Provided material section start

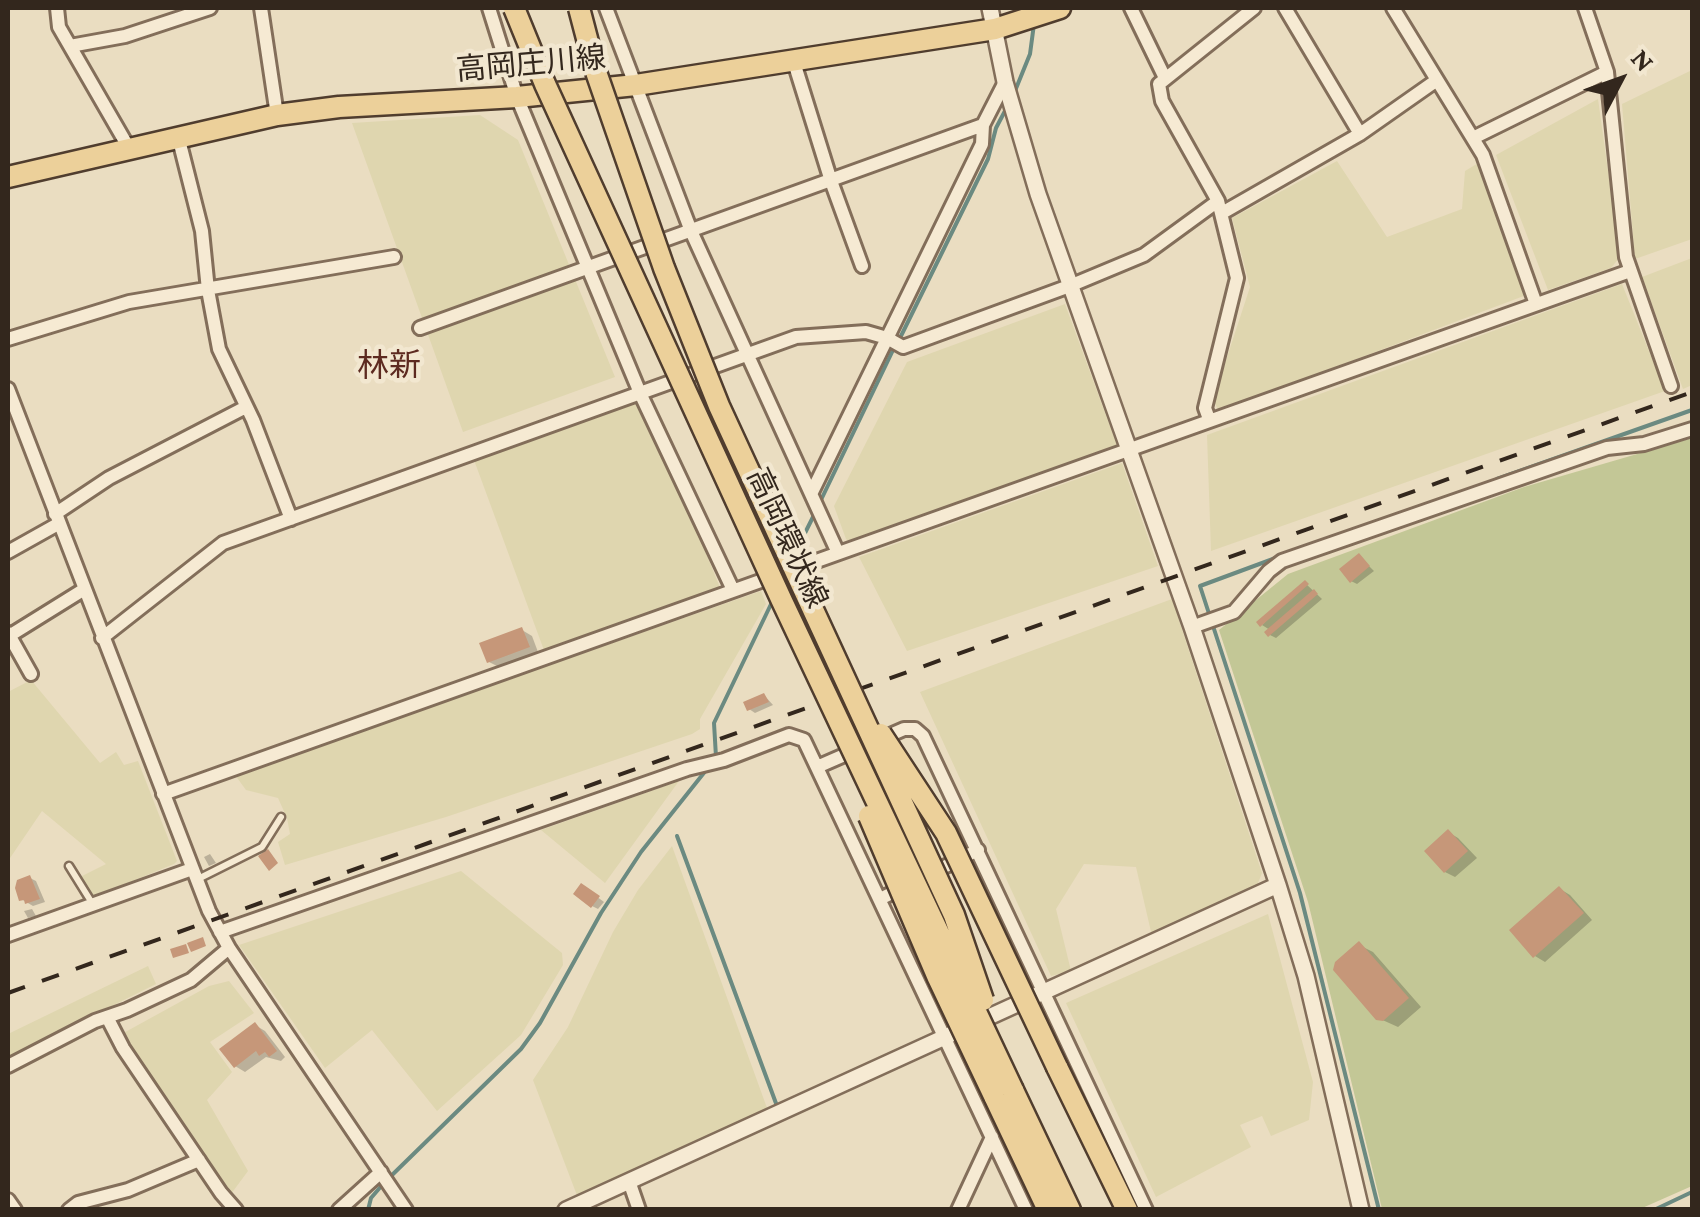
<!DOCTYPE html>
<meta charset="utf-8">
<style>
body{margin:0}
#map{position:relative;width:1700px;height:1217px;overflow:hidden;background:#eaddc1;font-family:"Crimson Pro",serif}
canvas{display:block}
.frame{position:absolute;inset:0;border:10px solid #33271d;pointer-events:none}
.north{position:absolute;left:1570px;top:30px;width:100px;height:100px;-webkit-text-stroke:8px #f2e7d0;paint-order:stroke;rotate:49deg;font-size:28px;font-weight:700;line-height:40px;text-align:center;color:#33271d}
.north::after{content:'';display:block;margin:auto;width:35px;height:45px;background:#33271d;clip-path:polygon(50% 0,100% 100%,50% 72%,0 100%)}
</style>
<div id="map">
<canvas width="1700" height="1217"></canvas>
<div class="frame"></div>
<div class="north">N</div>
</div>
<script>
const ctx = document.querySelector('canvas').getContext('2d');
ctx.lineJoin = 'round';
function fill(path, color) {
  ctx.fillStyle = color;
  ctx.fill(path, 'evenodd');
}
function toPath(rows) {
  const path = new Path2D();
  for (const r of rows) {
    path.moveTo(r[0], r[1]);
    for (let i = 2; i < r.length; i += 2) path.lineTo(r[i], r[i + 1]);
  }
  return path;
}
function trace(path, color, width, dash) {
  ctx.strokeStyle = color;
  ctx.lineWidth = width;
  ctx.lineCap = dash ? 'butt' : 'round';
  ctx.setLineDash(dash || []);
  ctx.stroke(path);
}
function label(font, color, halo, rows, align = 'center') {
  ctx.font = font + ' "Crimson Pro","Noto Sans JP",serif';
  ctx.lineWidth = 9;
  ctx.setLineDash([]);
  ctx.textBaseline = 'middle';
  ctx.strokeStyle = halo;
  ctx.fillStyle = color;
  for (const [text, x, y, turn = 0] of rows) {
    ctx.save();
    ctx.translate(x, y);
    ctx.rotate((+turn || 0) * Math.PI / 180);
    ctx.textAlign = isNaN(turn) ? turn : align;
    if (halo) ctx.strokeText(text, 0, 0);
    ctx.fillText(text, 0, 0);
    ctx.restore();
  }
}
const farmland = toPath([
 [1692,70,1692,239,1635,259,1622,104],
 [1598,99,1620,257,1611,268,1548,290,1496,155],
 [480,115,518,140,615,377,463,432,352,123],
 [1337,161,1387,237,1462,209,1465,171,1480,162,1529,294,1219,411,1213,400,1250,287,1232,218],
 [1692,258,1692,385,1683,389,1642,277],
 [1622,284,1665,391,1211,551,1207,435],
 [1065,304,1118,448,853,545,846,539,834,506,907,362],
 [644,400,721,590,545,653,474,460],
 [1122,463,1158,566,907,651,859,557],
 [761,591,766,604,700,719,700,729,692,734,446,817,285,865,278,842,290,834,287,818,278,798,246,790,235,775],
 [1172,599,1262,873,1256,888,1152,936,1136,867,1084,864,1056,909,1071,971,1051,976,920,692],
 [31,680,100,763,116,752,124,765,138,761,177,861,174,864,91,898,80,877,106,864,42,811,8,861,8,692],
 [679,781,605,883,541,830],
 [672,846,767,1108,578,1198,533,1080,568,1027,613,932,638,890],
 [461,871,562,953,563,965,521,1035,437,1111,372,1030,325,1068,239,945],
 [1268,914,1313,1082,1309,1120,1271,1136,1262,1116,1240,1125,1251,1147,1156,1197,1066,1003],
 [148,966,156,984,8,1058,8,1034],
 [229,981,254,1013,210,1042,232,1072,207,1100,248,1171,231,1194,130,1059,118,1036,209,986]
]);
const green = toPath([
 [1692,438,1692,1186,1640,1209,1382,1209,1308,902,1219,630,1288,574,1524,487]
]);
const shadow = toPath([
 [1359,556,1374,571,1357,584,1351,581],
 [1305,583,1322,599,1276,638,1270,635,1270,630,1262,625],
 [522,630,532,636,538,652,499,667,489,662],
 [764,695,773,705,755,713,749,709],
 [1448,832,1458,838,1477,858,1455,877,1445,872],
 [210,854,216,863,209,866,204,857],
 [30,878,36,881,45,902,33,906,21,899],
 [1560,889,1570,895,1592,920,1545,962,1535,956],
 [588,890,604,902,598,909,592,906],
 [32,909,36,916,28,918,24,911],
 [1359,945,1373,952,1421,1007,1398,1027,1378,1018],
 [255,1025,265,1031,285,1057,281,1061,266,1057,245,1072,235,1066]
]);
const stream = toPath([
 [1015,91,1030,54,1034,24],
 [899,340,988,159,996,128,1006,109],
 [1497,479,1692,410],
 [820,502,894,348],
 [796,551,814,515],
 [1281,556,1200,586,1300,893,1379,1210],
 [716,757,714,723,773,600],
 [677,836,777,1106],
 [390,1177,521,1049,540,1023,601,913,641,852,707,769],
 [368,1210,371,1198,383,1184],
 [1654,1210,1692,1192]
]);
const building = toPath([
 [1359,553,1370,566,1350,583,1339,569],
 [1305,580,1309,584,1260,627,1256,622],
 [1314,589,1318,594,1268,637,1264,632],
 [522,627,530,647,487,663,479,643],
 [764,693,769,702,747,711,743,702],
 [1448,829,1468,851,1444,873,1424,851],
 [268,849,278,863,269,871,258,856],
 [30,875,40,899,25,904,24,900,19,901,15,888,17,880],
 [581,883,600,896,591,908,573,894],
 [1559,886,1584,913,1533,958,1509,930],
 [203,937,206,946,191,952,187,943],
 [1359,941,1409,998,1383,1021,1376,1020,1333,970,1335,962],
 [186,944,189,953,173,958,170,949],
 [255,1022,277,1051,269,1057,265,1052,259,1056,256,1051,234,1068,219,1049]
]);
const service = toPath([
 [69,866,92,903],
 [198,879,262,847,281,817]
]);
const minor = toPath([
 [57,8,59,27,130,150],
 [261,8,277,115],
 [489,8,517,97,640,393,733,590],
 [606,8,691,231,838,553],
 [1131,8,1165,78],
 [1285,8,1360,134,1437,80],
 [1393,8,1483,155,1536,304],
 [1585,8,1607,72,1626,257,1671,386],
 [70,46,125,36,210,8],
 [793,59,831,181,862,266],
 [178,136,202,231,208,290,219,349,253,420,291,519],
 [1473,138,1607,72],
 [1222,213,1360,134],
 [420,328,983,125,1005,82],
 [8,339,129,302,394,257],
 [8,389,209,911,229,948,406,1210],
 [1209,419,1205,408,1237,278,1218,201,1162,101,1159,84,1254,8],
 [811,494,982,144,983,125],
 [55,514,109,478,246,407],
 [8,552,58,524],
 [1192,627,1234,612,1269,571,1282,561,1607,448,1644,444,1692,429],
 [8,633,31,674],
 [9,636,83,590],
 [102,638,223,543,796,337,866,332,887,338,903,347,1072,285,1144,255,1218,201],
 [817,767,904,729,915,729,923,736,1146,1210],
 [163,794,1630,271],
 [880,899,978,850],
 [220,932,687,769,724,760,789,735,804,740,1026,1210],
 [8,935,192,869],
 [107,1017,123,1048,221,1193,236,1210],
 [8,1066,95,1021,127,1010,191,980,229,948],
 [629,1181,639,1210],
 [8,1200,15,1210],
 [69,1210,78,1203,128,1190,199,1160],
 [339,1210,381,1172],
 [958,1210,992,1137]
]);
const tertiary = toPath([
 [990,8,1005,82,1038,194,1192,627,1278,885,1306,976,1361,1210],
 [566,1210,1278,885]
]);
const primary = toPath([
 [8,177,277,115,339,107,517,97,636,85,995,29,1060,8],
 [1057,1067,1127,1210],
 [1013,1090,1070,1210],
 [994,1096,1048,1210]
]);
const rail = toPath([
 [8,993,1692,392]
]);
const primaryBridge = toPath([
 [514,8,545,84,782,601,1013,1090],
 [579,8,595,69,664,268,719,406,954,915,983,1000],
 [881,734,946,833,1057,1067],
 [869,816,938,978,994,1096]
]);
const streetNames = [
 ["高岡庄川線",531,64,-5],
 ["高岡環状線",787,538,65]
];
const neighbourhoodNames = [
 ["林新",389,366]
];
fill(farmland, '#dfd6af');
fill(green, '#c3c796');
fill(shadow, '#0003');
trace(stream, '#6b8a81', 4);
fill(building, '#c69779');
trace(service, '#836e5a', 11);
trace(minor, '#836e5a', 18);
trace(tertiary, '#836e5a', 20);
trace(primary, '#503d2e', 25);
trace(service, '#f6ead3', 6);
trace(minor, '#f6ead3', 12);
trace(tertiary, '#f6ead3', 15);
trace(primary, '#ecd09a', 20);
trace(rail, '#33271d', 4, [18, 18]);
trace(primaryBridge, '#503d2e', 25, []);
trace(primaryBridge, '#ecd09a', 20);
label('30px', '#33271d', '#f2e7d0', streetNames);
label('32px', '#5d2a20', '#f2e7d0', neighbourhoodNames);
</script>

Provided material section end

**Work instructions:** Look through the entries for lines containing the word "halo" and return each one.

**Response to the exercise:**
function label(font, color, halo, rows, align = 'center') {
  ctx.strokeStyle = halo;
    if (halo) ctx.strokeText(text, 0, 0);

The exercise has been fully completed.